The beetle battle
Rated NC 39 for graphic bug sex, violence and strong language
In a garden as beautiful as this (the North Garden this very morning) you might not be aware at first glance of the horrors lurking within and on top. But they’re here. The first Japanese beetle was sighted (by me) on July 6th and was ceremoniously snipped in half with an invective and a flourish (also by me). Ever since that day, we’ve had cans of soapy water at the ready and homicide in our hearts.
Normally I’m a very live-and-let-live sort of person. I don’t always mind an aphid or 2 and I generally think the bunnies in the garden are wicked cute and occasionally photogenic. But when it comes to wholesale destruction of something I love – particularly any plant in one of my favorite gardens, I lose my cool. Gail and I would never ever consider spraying poisonous chemistry to kill pests – it’s just not worth the risk to the volunteers’, visitors’ and our health – or the health of bugs we need and want in the garden. But I think nothing of hand picking, squishing (if I’m wearing gloves), drowning or feeding certain pests to the birds. (That said, our resident hawk family has been hard at work on the bunny population without any help from me.)

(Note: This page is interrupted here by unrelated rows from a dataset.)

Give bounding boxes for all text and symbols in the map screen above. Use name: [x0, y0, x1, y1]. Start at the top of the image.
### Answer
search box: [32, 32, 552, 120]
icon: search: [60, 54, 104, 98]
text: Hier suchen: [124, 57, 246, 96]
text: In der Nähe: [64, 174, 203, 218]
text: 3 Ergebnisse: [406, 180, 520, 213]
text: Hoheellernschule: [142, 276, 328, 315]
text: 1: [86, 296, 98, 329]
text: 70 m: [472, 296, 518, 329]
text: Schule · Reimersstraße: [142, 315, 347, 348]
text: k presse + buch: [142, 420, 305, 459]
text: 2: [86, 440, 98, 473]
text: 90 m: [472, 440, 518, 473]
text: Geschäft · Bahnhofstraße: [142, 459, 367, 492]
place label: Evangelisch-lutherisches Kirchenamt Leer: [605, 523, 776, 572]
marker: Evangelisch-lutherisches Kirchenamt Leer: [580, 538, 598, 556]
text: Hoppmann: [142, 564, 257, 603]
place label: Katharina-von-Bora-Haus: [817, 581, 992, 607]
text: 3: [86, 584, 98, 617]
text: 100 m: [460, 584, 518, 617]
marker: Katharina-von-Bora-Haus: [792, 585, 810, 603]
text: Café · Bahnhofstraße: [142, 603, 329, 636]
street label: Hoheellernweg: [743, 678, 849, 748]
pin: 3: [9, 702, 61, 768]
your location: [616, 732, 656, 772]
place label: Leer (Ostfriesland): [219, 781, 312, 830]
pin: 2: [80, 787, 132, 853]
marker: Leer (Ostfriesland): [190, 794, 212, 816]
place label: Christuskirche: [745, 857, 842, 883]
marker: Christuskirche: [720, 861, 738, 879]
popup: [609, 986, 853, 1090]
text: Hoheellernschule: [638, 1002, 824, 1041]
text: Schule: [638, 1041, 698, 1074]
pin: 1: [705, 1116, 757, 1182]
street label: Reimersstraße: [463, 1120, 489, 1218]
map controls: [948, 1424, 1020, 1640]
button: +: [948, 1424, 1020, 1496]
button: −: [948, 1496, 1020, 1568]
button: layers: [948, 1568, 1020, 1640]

Japanese beetles feed on upwards of 300 species of plants and nothing in this part of the world feeds on them. There’s something wrong with that picture, isn’t there? So we try to do our top-of-the-food-chain best to control the population ourselves. We actually thought we might have put a dent in the numbers when we were planting this spring – every hole we dug was full of white grubs which of course we squished on sight. But I guess we weren’t able to get them all. We also have a population of Oriental beetles which are slightly smaller and a boring striped brown rather than the metallic auto body green of the Japanese beetles. The really disgusting thing about the beetles is that they tend to feed in sort of orgiastic pig piles. According to my favorite bug book, Garden Insects of North America by Whitney Cranshaw, “The aggregation pheromones these insects produce combined with attractive odors produced by food plants often result in large numbers feeding together.” But that does make it so much easier to knock bunches at once into the beetle juice can… I remember thinking last year that there were fewer beetles and I wonder if it’s too soon to say that there are even less so far this year. Maybe the milky spore disease that Dan spread 3 years ago now is kicking in – and maybe, just maybe hand picking isn’t just a cathartic serial killing spree for us. Maybe we are actually slowing them down. Fingers crossed. And here’s a helpful hint if happen to be looking for one: They’re sleepy early in the morning. By mid morning on a hot day they’re more likely to see you coming and fly into your hair.
Have your beetles emerged yet? Do you have homicide in your heart?